**WORK TO BE COMPLETED:**
This exercise calls for the records to be repeated in full, exactly as written.

Records from a dataset

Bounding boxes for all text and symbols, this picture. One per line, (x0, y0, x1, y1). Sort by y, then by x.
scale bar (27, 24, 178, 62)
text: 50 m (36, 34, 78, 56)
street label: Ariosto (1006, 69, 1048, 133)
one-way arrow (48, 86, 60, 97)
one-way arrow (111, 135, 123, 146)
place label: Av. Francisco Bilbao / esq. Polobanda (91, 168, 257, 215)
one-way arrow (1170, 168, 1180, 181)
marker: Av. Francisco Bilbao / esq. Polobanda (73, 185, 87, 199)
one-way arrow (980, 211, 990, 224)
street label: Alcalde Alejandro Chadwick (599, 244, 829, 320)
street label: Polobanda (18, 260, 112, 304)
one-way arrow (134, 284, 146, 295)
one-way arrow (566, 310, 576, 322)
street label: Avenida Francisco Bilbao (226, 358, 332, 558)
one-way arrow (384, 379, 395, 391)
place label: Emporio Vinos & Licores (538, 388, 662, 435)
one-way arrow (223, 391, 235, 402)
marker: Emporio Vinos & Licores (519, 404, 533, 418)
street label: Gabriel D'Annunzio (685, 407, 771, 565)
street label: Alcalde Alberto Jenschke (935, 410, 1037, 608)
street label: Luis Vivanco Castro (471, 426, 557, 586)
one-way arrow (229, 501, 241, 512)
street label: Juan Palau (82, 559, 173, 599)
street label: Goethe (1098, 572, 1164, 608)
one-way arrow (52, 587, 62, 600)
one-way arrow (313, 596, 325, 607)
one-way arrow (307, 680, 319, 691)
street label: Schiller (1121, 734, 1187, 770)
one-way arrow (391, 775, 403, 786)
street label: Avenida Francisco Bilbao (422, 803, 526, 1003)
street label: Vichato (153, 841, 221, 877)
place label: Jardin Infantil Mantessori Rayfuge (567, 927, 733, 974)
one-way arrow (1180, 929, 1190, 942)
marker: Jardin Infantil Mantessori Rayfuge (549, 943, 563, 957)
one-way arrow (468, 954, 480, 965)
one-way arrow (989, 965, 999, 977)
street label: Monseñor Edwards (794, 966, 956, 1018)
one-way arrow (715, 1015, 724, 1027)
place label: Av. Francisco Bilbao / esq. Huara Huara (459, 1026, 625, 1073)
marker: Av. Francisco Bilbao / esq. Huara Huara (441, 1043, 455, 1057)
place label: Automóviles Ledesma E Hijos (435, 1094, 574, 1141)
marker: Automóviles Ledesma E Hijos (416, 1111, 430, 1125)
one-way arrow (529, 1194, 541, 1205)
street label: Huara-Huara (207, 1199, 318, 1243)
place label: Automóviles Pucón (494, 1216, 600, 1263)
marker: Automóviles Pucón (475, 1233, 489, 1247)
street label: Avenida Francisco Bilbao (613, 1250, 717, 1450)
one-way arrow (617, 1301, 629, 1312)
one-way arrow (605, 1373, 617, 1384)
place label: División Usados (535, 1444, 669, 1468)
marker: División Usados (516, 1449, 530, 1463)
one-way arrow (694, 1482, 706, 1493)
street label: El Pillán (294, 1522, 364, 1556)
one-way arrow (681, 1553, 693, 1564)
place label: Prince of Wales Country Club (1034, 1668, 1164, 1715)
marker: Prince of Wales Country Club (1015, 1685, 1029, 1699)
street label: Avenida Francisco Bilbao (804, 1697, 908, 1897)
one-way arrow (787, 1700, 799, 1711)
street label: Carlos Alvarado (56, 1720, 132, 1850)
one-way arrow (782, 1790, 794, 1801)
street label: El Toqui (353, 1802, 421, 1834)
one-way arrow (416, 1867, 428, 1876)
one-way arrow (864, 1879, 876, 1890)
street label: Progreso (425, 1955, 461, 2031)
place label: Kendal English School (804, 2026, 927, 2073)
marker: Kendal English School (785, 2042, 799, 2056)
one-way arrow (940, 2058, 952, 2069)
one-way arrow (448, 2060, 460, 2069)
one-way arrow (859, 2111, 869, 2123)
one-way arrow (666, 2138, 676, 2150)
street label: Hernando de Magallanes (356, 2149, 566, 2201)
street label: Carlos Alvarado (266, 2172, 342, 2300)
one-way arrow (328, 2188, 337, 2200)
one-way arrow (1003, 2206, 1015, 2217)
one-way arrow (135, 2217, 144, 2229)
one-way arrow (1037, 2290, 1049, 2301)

**TASK SOLUTION:**
Bounding boxes for all text and symbols, this picture. One per line, (x0, y0, x1, y1). Sort by y, then by x.
scale bar (27, 24, 178, 62)
text: 50 m (36, 34, 78, 56)
street label: Ariosto (1006, 69, 1048, 133)
one-way arrow (48, 86, 60, 97)
one-way arrow (111, 135, 123, 146)
place label: Av. Francisco Bilbao / esq. Polobanda (91, 168, 257, 215)
one-way arrow (1170, 168, 1180, 181)
marker: Av. Francisco Bilbao / esq. Polobanda (73, 185, 87, 199)
one-way arrow (980, 211, 990, 224)
street label: Alcalde Alejandro Chadwick (599, 244, 829, 320)
street label: Polobanda (18, 260, 112, 304)
one-way arrow (134, 284, 146, 295)
one-way arrow (566, 310, 576, 322)
street label: Avenida Francisco Bilbao (226, 358, 332, 558)
one-way arrow (384, 379, 395, 391)
place label: Emporio Vinos & Licores (538, 388, 662, 435)
one-way arrow (223, 391, 235, 402)
marker: Emporio Vinos & Licores (519, 404, 533, 418)
street label: Gabriel D'Annunzio (685, 407, 771, 565)
street label: Alcalde Alberto Jenschke (935, 410, 1037, 608)
street label: Luis Vivanco Castro (471, 426, 557, 586)
one-way arrow (229, 501, 241, 512)
street label: Juan Palau (82, 559, 173, 599)
street label: Goethe (1098, 572, 1164, 608)
one-way arrow (52, 587, 62, 600)
one-way arrow (313, 596, 325, 607)
one-way arrow (307, 680, 319, 691)
street label: Schiller (1121, 734, 1187, 770)
one-way arrow (391, 775, 403, 786)
street label: Avenida Francisco Bilbao (422, 803, 526, 1003)
street label: Vichato (153, 841, 221, 877)
place label: Jardin Infantil Mantessori Rayfuge (567, 927, 733, 974)
one-way arrow (1180, 929, 1190, 942)
marker: Jardin Infantil Mantessori Rayfuge (549, 943, 563, 957)
one-way arrow (468, 954, 480, 965)
one-way arrow (989, 965, 999, 977)
street label: Monseñor Edwards (794, 966, 956, 1018)
one-way arrow (715, 1015, 724, 1027)
place label: Av. Francisco Bilbao / esq. Huara Huara (459, 1026, 625, 1073)
marker: Av. Francisco Bilbao / esq. Huara Huara (441, 1043, 455, 1057)
place label: Automóviles Ledesma E Hijos (435, 1094, 574, 1141)
marker: Automóviles Ledesma E Hijos (416, 1111, 430, 1125)
one-way arrow (529, 1194, 541, 1205)
street label: Huara-Huara (207, 1199, 318, 1243)
place label: Automóviles Pucón (494, 1216, 600, 1263)
marker: Automóviles Pucón (475, 1233, 489, 1247)
street label: Avenida Francisco Bilbao (613, 1250, 717, 1450)
one-way arrow (617, 1301, 629, 1312)
one-way arrow (605, 1373, 617, 1384)
place label: División Usados (535, 1444, 669, 1468)
marker: División Usados (516, 1449, 530, 1463)
one-way arrow (694, 1482, 706, 1493)
street label: El Pillán (294, 1522, 364, 1556)
one-way arrow (681, 1553, 693, 1564)
place label: Prince of Wales Country Club (1034, 1668, 1164, 1715)
marker: Prince of Wales Country Club (1015, 1685, 1029, 1699)
street label: Avenida Francisco Bilbao (804, 1697, 908, 1897)
one-way arrow (787, 1700, 799, 1711)
street label: Carlos Alvarado (56, 1720, 132, 1850)
one-way arrow (782, 1790, 794, 1801)
street label: El Toqui (353, 1802, 421, 1834)
one-way arrow (416, 1867, 428, 1876)
one-way arrow (864, 1879, 876, 1890)
street label: Progreso (425, 1955, 461, 2031)
place label: Kendal English School (804, 2026, 927, 2073)
marker: Kendal English School (785, 2042, 799, 2056)
one-way arrow (940, 2058, 952, 2069)
one-way arrow (448, 2060, 460, 2069)
one-way arrow (859, 2111, 869, 2123)
one-way arrow (666, 2138, 676, 2150)
street label: Hernando de Magallanes (356, 2149, 566, 2201)
street label: Carlos Alvarado (266, 2172, 342, 2300)
one-way arrow (328, 2188, 337, 2200)
one-way arrow (1003, 2206, 1015, 2217)
one-way arrow (135, 2217, 144, 2229)
one-way arrow (1037, 2290, 1049, 2301)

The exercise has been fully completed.